‘Vaccine is most powerful historical tool to reduce child mortality’

New reports have shown that global number of maternal deaths fell from around 446, 000 in 2000 to around 287,000 in 2020, which represents a 36 per cent decrease. However, in Nigeria, it is estimated that eight million children are born every year with seven million pregnant women at any moment, with the country’s poor state of healthcare.
Eduardo
Eduardo

New reports have shown that global number of maternal deaths fell from around 446, 000 in 2000 to around 287,000 in 2020, which represents a 36 per cent decrease. However, in Nigeria, it is estimated that eight million children are born every year with seven million pregnant women at any moment, with the country’s poor state of healthcare. There is need to ensure quality and adequate healthcare for the vulnerable, especially in rural communities. The United Nations International Children’s Emergency Fund (UNICEF), Nigeria Chief of Health, Eduardo Celades spoke to IJEOMA THOMAS-ODIA on the organisation’s interventions to improve upon the services of primary healthcare centres across the nation.

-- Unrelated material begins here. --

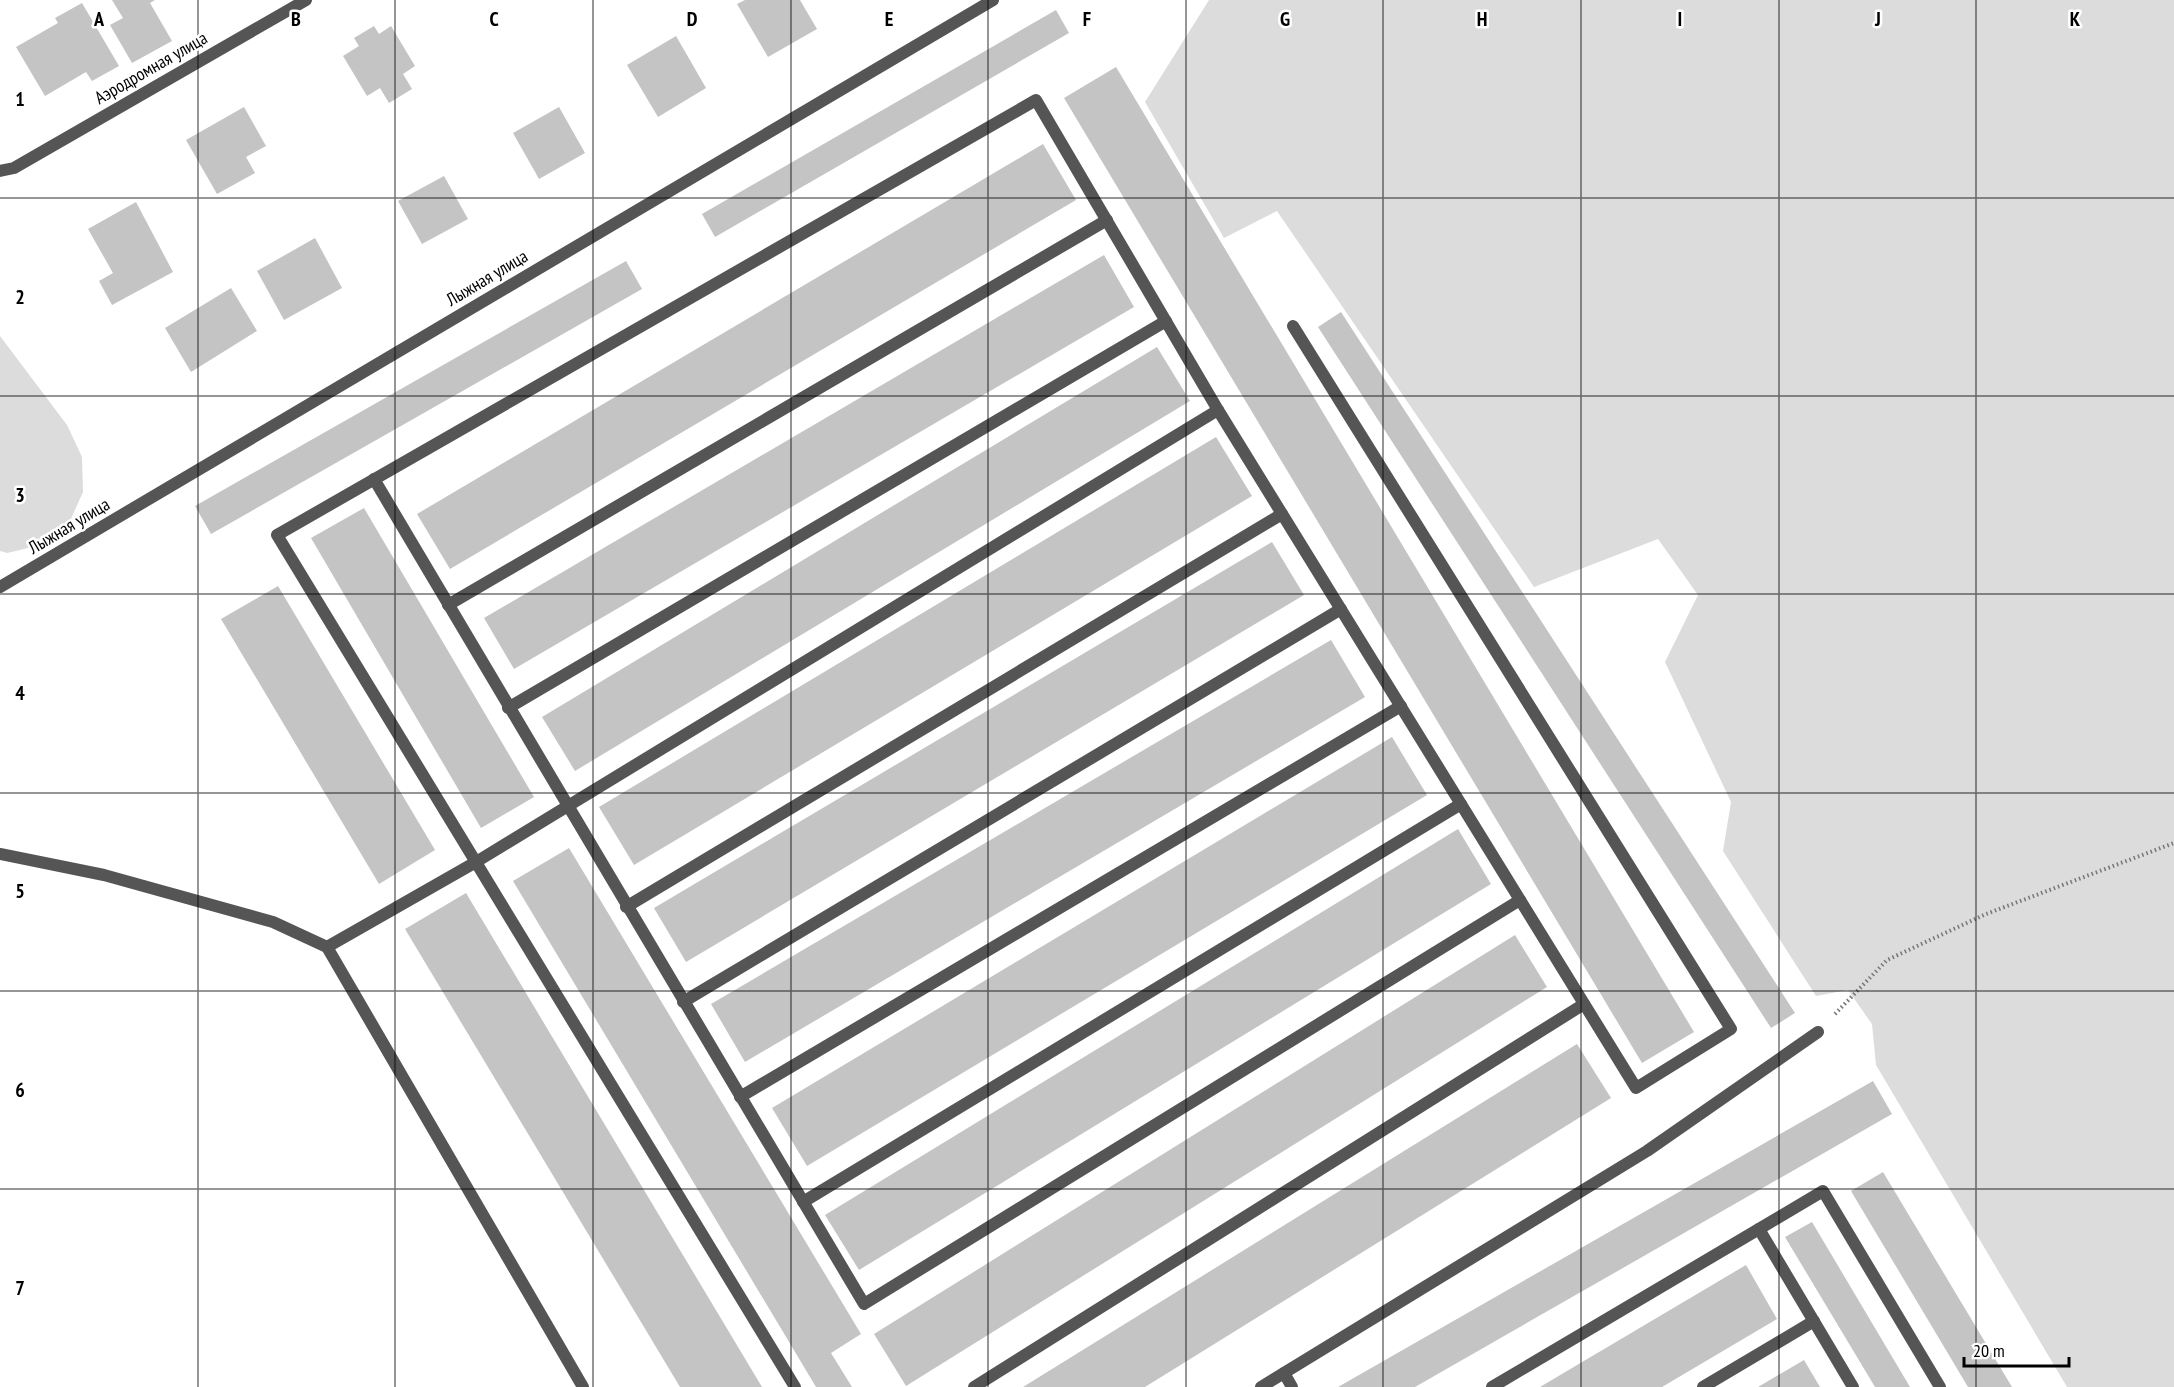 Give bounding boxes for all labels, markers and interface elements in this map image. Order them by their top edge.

In your current report on trends in maternal mortality from 2000 to 2020, what are some of the issues as they relate to Nigeria?
Nigeria is one of the most complex nations in the world in terms of the public health issues that it is facing. It has the second highest number of unvaccinated children in the world. It is also a nation with a high maternal mortality. Last year, we had the biggest outbreak of Measles in the world. It is a country with extremely weak health systems, so we are trying to think from different angles. We, as UNICEF and the UN, cannot work alone, we need the government, and we also need to work with journalists and social media influencers to make the change that is needed.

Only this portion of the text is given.